++++ EXTRACTED DATA
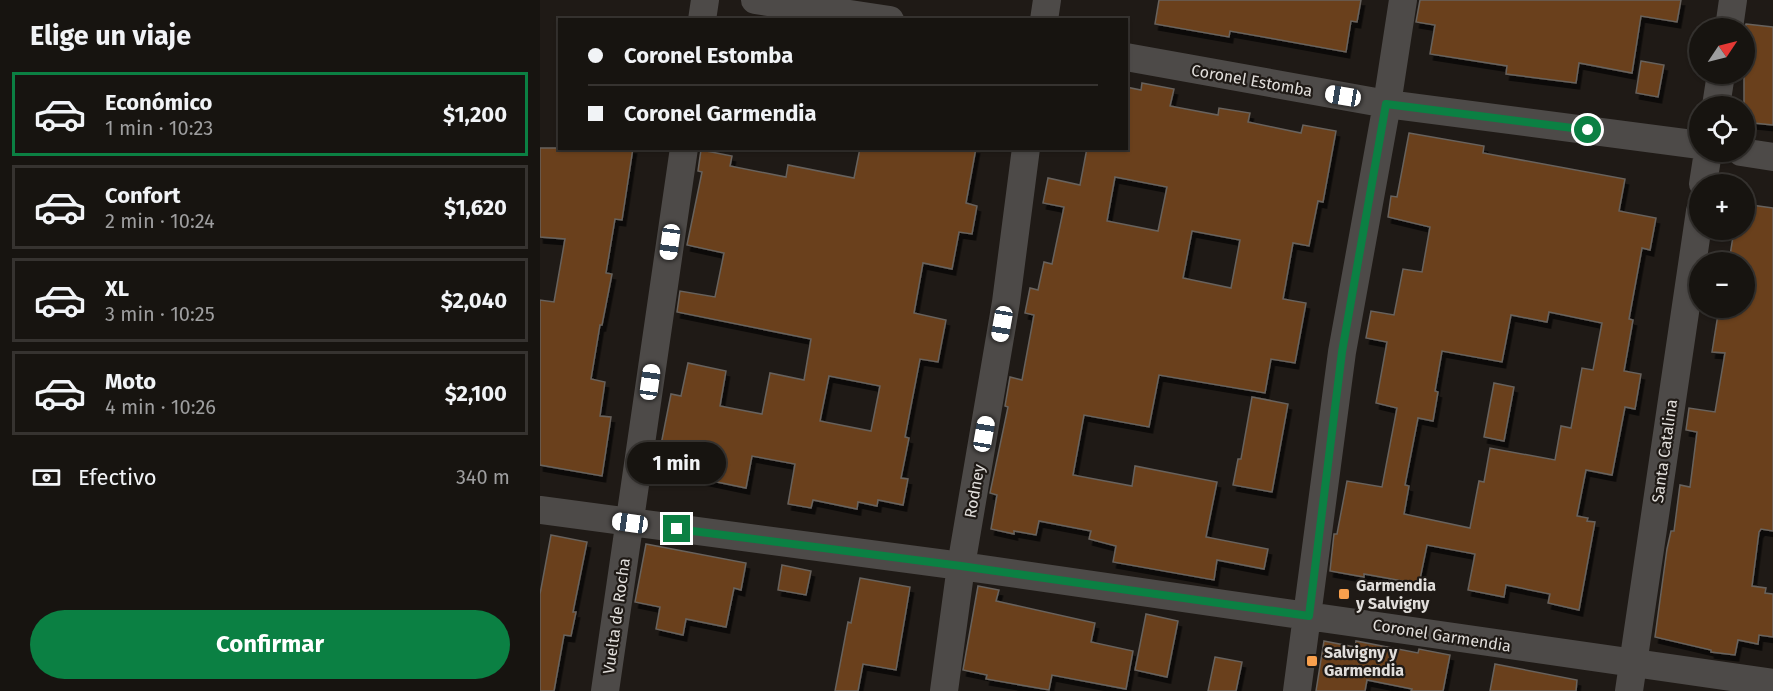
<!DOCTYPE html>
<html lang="es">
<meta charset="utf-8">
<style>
:root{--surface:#171410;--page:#24211e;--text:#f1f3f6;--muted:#9e9e9f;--line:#363330;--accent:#0b8043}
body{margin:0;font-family:"Fira Sans",sans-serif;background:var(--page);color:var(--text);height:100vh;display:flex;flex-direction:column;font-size:22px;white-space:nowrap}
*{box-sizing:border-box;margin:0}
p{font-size:20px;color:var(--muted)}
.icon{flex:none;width:33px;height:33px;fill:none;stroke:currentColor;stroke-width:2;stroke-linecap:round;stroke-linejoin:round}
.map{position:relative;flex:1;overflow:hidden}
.panel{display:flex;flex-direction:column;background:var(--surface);width:540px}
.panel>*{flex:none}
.guide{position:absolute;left:18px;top:18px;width:570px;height:132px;border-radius:0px;box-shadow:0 2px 4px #0004,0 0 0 2px var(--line);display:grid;align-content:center;height:132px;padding:0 30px;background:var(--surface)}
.needle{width:39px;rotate:55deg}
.tools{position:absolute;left:1149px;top:18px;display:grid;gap:12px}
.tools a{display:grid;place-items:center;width:66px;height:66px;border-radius:50%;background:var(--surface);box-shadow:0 2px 4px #0004,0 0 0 2px var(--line);font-size:30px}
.end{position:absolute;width:27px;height:27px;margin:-14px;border:8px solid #0b8043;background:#fff;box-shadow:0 0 0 3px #fff}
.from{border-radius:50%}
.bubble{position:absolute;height:42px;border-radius:21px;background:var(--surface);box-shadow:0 2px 4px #0004,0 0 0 2px var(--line);font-size:20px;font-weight:700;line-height:42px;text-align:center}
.car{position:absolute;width:18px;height:36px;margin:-18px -9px;border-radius:8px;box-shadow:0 0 4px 2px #0007;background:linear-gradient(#fff 24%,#345 0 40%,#fff 0 76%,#345 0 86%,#fff 0)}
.guide b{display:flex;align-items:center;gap:21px;height:57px;font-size:22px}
.guide b+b{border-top:2px solid var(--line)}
.guide i{width:15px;height:15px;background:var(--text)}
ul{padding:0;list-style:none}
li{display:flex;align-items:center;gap:18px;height:84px;margin:0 12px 9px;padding:0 18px;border:3px solid var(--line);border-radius:0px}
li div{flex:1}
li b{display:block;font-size:22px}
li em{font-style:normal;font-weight:700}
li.active{border-color:var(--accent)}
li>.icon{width:54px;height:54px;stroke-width:1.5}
h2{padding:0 30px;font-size:27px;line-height:72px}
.pay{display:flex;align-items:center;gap:15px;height:66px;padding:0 30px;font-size:22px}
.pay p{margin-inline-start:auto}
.button{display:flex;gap:12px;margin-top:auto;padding:12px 30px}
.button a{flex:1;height:69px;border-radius:36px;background:var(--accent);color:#fff;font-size:24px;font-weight:700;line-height:69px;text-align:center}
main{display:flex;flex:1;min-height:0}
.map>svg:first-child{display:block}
.building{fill:#6a411b;stroke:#68625d;stroke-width:1.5;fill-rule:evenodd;filter:url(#shadow)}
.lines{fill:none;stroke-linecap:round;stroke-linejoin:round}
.minor{stroke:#4d4a48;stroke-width:28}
.route{stroke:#0b8043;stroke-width:8}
.poi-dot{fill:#f9a04d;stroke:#1f1a16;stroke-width:2}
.labels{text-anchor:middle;stroke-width:4.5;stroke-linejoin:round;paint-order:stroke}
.street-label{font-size:16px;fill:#e1dedb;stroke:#1f1a16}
.poi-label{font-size:16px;font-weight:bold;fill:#e1dedb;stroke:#1f1a16;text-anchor:start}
</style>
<main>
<section class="panel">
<h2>Elige un viaje</h2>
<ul>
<li class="active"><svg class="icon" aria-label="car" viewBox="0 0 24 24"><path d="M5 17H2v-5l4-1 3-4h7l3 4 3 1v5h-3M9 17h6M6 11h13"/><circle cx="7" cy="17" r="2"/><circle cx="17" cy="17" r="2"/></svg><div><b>Económico</b><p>1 min · 10:23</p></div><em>$1,200</em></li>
<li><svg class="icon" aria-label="car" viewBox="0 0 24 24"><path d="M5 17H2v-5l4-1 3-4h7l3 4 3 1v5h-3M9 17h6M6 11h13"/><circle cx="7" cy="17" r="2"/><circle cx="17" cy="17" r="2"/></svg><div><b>Confort</b><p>2 min · 10:24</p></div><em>$1,620</em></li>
<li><svg class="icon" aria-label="car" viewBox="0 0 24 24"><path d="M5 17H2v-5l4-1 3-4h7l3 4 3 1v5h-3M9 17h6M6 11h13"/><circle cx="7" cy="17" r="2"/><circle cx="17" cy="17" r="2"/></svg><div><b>XL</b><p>3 min · 10:25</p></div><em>$2,040</em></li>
<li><svg class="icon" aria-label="car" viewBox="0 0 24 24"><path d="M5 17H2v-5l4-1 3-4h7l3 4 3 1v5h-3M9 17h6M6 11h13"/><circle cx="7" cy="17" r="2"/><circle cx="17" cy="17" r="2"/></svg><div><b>Moto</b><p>4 min · 10:26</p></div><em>$2,100</em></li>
</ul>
<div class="pay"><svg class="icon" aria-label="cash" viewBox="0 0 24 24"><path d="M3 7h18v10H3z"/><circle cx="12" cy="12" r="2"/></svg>Efectivo<p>340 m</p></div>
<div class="button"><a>Confirmar</a></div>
</section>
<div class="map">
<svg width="1233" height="691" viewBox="0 0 1233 691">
<defs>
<filter id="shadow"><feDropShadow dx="3.5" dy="6" stdDeviation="0" flood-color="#0009"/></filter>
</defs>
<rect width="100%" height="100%" fill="#1f1a16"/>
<path class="building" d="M619,0H821L817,22L811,21L806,52L690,31L689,37L615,24Z
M880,0H1141L1137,22L1101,16L1092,73L1039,63L1036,83L966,74L967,66L890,54L895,25L876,22Z
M1206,24L1233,27V125L1204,122V32Z
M1101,61L1124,65L1118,97L1096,93Z
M602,83L634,89L630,106L678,115L679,108L710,113L708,122L761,133L763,125L796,131L783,202L778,201L769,246L753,243L743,299L766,303L755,363L731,359L725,393L619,375L609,427L544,415L533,475L592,486L595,466L677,482L666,537L728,549L724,569L677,560L674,580L573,562L576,546L549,539L551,531L499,521L496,535L474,531V534L451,529L457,495L450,493L468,407L465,406L470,377L482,380L494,315L485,313L490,288L498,290L504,262L512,264L524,207L503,203L508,178L540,185L547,148H586V87L601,90ZM575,177L627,187L618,231L567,221ZM652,231L700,240L691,288L643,278Z
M869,133L944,146L943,153L1085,179L1079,211L1116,218L1110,250L1102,248L1089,319L1093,320L1084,371L1101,374L1095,409L1085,407L1072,475L1046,470L1037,516L1048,518L1047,521L1055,522L1039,610L1008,603L1010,594L966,585L964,597L928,590L935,554L887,545L879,584L824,574V577L790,571L794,534H797L807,481L842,487L857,408L836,403L847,342L826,338L831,311L854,315L863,269L882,272L890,227L848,217L851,196L857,197ZM1009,312L1062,323L1053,370L1042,368L1031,428L1021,426L1015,460L950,448L944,482L939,481L930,528L864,514L869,486L865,485L878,418L893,421L898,392L895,391L902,351L962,362L971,315L1007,322Z
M0,148H93L82,220L75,219L66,273L72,274L62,325H60L51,379L65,382L60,416L71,417L62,476L0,465V300L14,302L25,239L0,237Z
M320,148H436L426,203L437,206L432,234L419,232L412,269L383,263L374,313L406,320L398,362L380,359L365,437L369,438L361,478L368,479L363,505L338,500L337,506L318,502L317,509L273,500L271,508L248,504L255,464L212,456L206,488L143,475L144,471L117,465L131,394L141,396L148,363L186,371L180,406L222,414L230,373L264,380L271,339L137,312L140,291L175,297L184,253L147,245L162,172L158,171L161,150L192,156L190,166L246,177L248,165L314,178ZM289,376L340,386L331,431L280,421Z
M1204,204L1233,208V531L1221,529L1219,532L1212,586L1226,588L1225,593L1233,594V637L1219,635L1218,644L1198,640L1195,655L1171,652V650L1115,637L1127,549L1131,531H1134L1140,485L1150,487L1157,432L1146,430L1149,408L1175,412L1185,353L1172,352L1179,308H1204V262H1189L1194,230H1204Z
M954,383L974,387L964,441L944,437Z
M712,397L748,404L732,492L693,485L698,459H701Z
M11,535L47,542L33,612H36L31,636L24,635L14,691H0V594Z
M106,544L206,563L201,590L194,588L186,627L146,619L143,635L116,629L120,607L95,602Z
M242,565L271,571L266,595L238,590Z
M320,578L370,587L356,670L323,664L318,691H295L308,622L311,623Z
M438,586L459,590L456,601L555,623L551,642L593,651L586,689L512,675L509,690L446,679L447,675L423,670Z
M606,614L638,621L627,677L595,670Z
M784,641L815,647L816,641L878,653L879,649L910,655L903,691H871L872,689L827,680L825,691H776Z
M675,657L702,662L696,691H668Z
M955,664L1037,680L1036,691H950Z"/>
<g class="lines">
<path class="minor" d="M215,0L350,20
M162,20L165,0
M504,20L507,0
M1189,28L1193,0
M586,57L847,104L1160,145
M1176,106L1181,74
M1201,152L1233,157
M1163,184L1168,152
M0,510L421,566L1233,683
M65,691L144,148
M404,691L421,566L466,302L486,148
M757,691L802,352L847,104L863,0
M1089,691L1160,211"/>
</g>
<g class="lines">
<path class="route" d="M137,529L421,566L769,616L802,352L846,104L1048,130"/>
</g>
<g class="poi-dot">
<rect x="798" y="588" width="12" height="12" rx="3"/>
<rect x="766" y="655" width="12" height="12" rx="3"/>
</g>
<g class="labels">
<g class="street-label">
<text transform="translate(712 80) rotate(10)" y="6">Coronel Estomba</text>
<text transform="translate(1124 451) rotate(-82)" y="6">Santa Catalina</text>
<text transform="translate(434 491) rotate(-80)" y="6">Rodney</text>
<text transform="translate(76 616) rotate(-82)" y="6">Vuelta de Rocha</text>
<text transform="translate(902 635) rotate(9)" y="6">Coronel Garmendia</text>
</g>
<g class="poi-label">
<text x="816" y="591">Garmendia<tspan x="816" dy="18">y Salvigny</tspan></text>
<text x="784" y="658">Salvigny y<tspan x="784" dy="18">Garmendia</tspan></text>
</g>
</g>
</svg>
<div class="tools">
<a><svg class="needle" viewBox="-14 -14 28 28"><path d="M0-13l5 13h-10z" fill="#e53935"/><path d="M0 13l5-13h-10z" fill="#9e9e9f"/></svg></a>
<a><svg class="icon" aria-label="locate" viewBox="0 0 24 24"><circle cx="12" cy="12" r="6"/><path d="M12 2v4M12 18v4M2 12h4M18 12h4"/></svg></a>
<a>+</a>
<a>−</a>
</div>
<i class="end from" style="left:1048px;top:130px"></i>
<i class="end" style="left:137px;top:529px"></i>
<div class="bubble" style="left:87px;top:442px;width:99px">1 min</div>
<i class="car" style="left:803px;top:96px;rotate:280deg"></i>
<i class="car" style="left:130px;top:242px;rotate:188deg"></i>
<i class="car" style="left:462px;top:324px;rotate:190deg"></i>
<i class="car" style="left:110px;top:382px;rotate:8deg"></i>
<i class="car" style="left:444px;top:434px;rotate:10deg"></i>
<i class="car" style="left:90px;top:523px;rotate:278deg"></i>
<div class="guide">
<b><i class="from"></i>Coronel Estomba</b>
<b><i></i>Coronel Garmendia</b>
</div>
</div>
</main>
++++++++
Every line holding the word "position" should be copied out of the material.

**RESPONSE AREA**
.map{position:relative;flex:1;overflow:hidden}
.guide{position:absolute;left:18px;top:18px;width:570px;height:132px;border-radius:0px;box-shadow:0 2px 4px #0004,0 0 0 2px var(--line);display:grid;align-content:center;height:132px;padding:0 30px;background:var(--surface)}
.tools{position:absolute;left:1149px;top:18px;display:grid;gap:12px}
.end{position:absolute;width:27px;height:27px;margin:-14px;border:8px solid #0b8043;background:#fff;box-shadow:0 0 0 3px #fff}
.bubble{position:absolute;height:42px;border-radius:21px;background:var(--surface);box-shadow:0 2px 4px #0004,0 0 0 2px var(--line);font-size:20px;font-weight:700;line-height:42px;text-align:center}
.car{position:absolute;width:18px;height:36px;margin:-18px -9px;border-radius:8px;box-shadow:0 0 4px 2px #0007;background:linear-gradient(#fff 24%,#345 0 40%,#fff 0 76%,#345 0 86%,#fff 0)}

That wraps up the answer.